Arquiteta do Oriente Médio
Os anos seguintes foram intensos para Gertrude. Com a Primeira Guerra em curso e a Revolta Árabe tomando forma, ela é a arquiteta inglesa no Oriente Médio. E faz jus ao cargo, propondo a criação do estado iraquiano. Mas o projeto foi rejeitado. Na época, pensava-se na Grande Síria, sob o comando do rei Faisal. Somente alguns anos depois, em 1921, é que a proposta foi aceita e Gertrude nomeada secretária Oriental no país recém-criado. Nascem também as fronteiras da Síria e a chamada Transjordânia (hoje Jordânia e Cisjordânia). É o fim do domínio turco otomano e do perigo alemão.

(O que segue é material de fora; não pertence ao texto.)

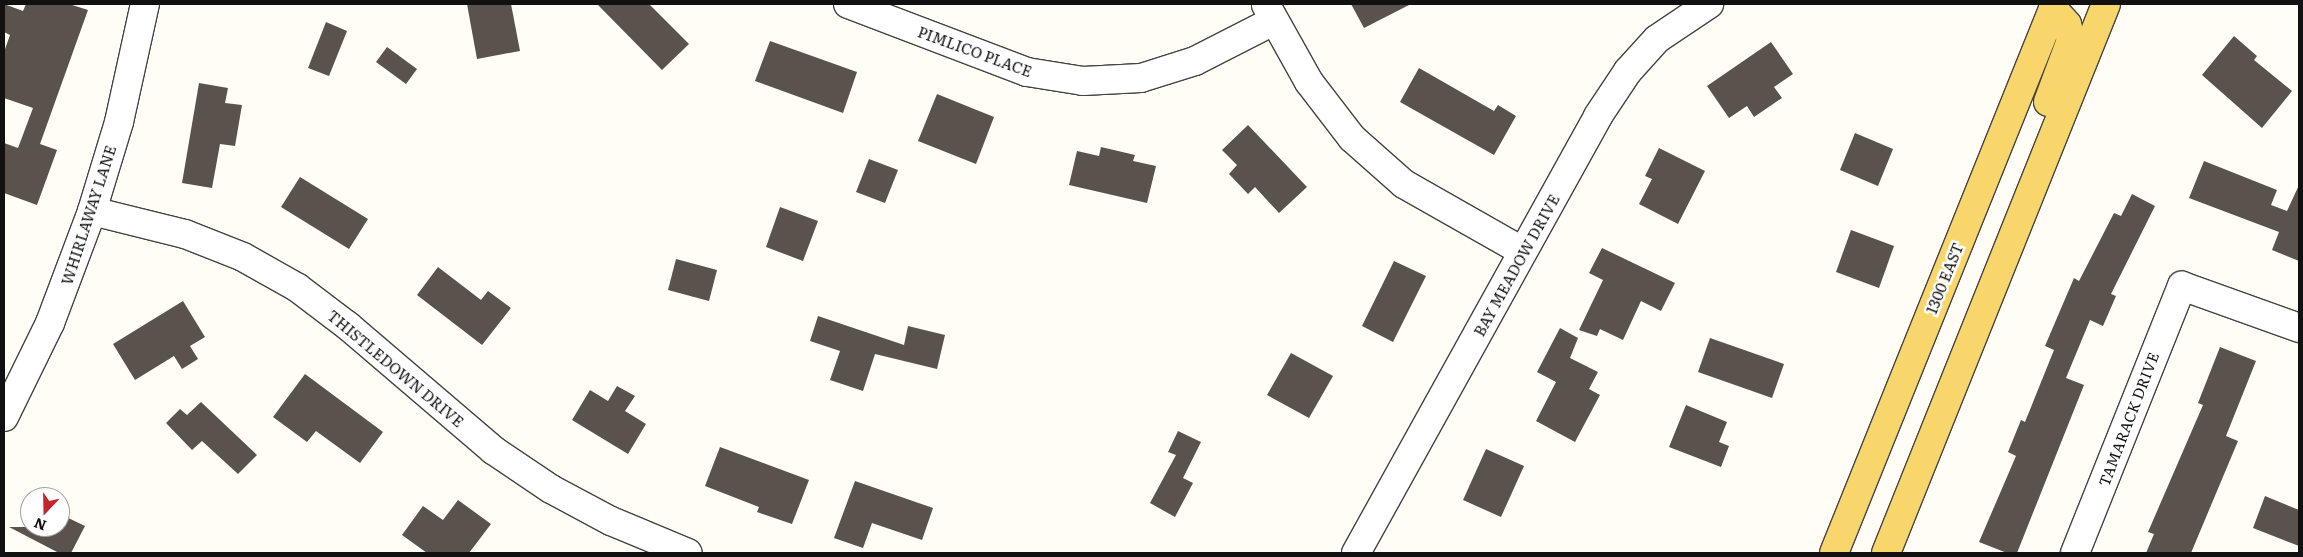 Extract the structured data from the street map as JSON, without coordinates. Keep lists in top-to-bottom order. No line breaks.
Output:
{"streets":{"main road":["1300 EAST"],"street":["PIMLICO PLACE","WHIRLAWAY LANE","BAY MEADOW DRIVE","THISTLEDOWN DRIVE","TAMARACK DRIVE"]},"crossings":[["WHIRLAWAY LANE","THISTLEDOWN DRIVE"]],"north":"bottom"}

A tarefa de Gertrude com a Inglaterra parecia ter chegado ao fim e a inglesa então decidiu ficar em Bagdá para ajudar a construir o país, influenciando diretamente o rei Faisal a criar uma monarquia constitucional, o que levou o Iraque a ser a primeira nação árabe na Liga das Nações, em 1932. Com o respeito do monarca, a inglesa criou o Museu de Bagdá e se dedicou à arqueologia. Mas os tempos de paz pareciam nunca chegar e os últimos anos de Gertrude em terras árabes foram, segundo sua biógrafa, infelizes. A heroína se isolou.
Pátria árabe
Por conta de seu amor ao mundo árabe e a sua incansável luta pela paz na região, acabou rompendo com o governo inglês quando o Iraque clamou por sua independência (que acabou conquistando em 1932) e a Inglaterra ameaçou com outra guerra. “Gertrude sonhava e pregava a paz, o diálogo, acreditava que, com armas, não se poderia impor a liberdade”, diz Francesca Bianco. O mesmo sonho da segunda personagem da peça, também interpretada por Francesca, mas uma marine norte-americana em plena guerra do Iraque, em 2003.
Em 1926, às vésperas de completar 58 anos, em Bagdá, com uma dose extra de soníferos, Gertrude Bell, a fundadora do Iraque, faleceu. Deixou toda a sua herança – cerca de 50 mil libras esterlinas, um grande valor na época – para o museu que criou no país árabe. Foi enterrada no cemitério inglês em Bagdá. "Em 2003, seu museu e o cemitério onde foi enterrada desapareciam da história, queimados pelos bombardeios dos americanos, com o apoio dos ingleses", conta Francesca.